As we regain our investing composure after last year's market meltdown, many of us are looking for signs of a solid recovery while we seek bargains in the market. It's definitely reassuring that the stock market has rebounded -- the S&P 500 is up a whopping 65% or so since its recent low in March. But beyond the market rally, a host of indicators can help us determine how our economy's faring -- including some you might not expect.

The usual metrics …
Our more traditional means of measuring the economy have started looking brighter. In November, the Bureau of Labor Statistics reported a loss of only 11,000 jobs, the smallest drop since the beginning of the recession. (Although the folks at Automatic Data Processing (NASDAQ:ADP) reported a larger loss of 169,000, that was still a smaller loss than October.) Meanwhile, U.S. manufacturing levels rose for the fourth month in a row in November, and the U.S. economy expanded at a 2.8% annual pace in the third quarter, after a yearlong contraction..

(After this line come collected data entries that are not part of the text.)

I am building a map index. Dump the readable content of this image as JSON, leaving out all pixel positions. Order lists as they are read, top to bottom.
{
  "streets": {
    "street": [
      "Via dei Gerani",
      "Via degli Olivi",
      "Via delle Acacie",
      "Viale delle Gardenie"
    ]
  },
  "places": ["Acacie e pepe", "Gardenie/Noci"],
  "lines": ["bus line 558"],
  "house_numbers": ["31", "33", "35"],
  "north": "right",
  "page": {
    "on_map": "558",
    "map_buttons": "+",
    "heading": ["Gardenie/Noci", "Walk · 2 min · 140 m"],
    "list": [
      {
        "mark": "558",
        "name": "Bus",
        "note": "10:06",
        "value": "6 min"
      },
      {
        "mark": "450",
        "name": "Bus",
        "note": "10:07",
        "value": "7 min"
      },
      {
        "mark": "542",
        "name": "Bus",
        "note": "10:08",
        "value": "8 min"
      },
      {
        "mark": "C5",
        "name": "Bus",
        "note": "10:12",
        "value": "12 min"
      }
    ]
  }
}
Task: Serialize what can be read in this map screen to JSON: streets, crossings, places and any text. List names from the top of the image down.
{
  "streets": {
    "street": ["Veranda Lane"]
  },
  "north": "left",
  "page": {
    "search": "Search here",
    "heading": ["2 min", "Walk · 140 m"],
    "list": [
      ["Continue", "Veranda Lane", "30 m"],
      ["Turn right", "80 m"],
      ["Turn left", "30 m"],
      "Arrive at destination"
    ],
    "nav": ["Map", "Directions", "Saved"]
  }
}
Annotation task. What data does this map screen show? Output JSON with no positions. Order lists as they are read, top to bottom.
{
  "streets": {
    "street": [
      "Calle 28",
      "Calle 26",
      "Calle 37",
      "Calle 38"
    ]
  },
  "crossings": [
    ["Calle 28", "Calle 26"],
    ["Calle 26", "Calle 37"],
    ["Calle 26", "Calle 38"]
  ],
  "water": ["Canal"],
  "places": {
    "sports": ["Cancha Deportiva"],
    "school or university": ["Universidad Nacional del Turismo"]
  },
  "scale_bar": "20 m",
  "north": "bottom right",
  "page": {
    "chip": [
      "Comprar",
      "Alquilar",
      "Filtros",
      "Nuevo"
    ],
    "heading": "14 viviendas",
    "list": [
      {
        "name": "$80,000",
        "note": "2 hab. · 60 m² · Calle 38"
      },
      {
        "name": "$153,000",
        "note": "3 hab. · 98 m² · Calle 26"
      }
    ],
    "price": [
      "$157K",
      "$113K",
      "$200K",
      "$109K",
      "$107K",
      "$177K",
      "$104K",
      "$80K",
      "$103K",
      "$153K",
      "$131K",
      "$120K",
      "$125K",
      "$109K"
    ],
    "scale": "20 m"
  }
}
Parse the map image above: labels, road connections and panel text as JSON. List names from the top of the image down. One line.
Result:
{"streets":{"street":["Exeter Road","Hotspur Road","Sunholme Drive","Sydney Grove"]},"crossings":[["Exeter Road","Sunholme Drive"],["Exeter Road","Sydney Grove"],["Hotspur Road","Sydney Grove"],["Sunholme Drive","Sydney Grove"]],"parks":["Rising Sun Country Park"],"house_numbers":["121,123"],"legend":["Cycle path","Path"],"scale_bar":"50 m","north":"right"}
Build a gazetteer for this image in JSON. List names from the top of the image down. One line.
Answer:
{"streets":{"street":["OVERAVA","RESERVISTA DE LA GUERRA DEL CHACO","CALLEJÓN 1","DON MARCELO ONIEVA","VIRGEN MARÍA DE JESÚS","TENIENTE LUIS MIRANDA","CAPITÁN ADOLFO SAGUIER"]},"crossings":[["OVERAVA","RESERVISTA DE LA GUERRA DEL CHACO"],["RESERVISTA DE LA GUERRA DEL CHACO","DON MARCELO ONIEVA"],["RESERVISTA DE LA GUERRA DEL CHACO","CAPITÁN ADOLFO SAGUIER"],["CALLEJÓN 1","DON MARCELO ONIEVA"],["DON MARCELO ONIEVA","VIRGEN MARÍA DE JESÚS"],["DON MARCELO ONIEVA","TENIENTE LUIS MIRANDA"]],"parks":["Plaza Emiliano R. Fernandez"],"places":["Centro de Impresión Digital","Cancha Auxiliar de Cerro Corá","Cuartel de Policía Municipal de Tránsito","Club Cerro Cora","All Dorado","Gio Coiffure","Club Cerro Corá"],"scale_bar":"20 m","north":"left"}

On a smaller scale, the latest quarterly report from FedEx (NYSE:FDX) revealed that international air volumes increased each month in the quarter, while U.S. ground deliveries were also rising. Transportation titans like FedEx and United Parcel Service (NYSE:UPS) are often considered economic bellwethers.

… And the not-so-usual
Beyond those broad, somewhat stodgy metrics, you'll find a host of somewhat more unusual ways to take our economy's temperature. In Phoenix, for example, psychics helped economists get a reading on the depth of the recession. Business remained robust for seers of all stripes, but the composition of that clientele changed. Frequent customers cut back on readings, while new customers emerged -- those in dire financial straits, hoping for good news about the future.

On a far more visual basis, New York magazine suggested a "Hot Waitress" index, explaining that when the economy is in the dumps, restaurants favor more attractive staffers to bring in more customers. 

Men's underwear can also support a variety of economic indicators. Normally, sales of briefs and boxers hold steady. But when the economy is stressed out, men put off buying these garments, thus turning Hanesbrands (NYSE:HBI) and Berkshire Hathaway's (NYSE:BRK-B) Fruit of the Loom unit into economic indicators. Sales of men's undies had slumped, but they're are reportedly on the upswing now at Target (NYSE:TGT) and Sears Holdings' (NASDAQ:SHLD) Sears stores. (Insert your favorite joke about "investing in shorts" here.)

Finally, behavior on game shows can provide a fascinating gauge of economic health. It seems that more contestants on Who Wants to Be a Millionaire? are playing it safer and walking away earlier. They're also citing mortgage payments as the beneficiary of their winnings, instead of a new car or travel.

Whether they come from a government bureau or your underwear drawer, signs of an economic rebound are always good to see. Or, if you happen to be psychic, to foresee.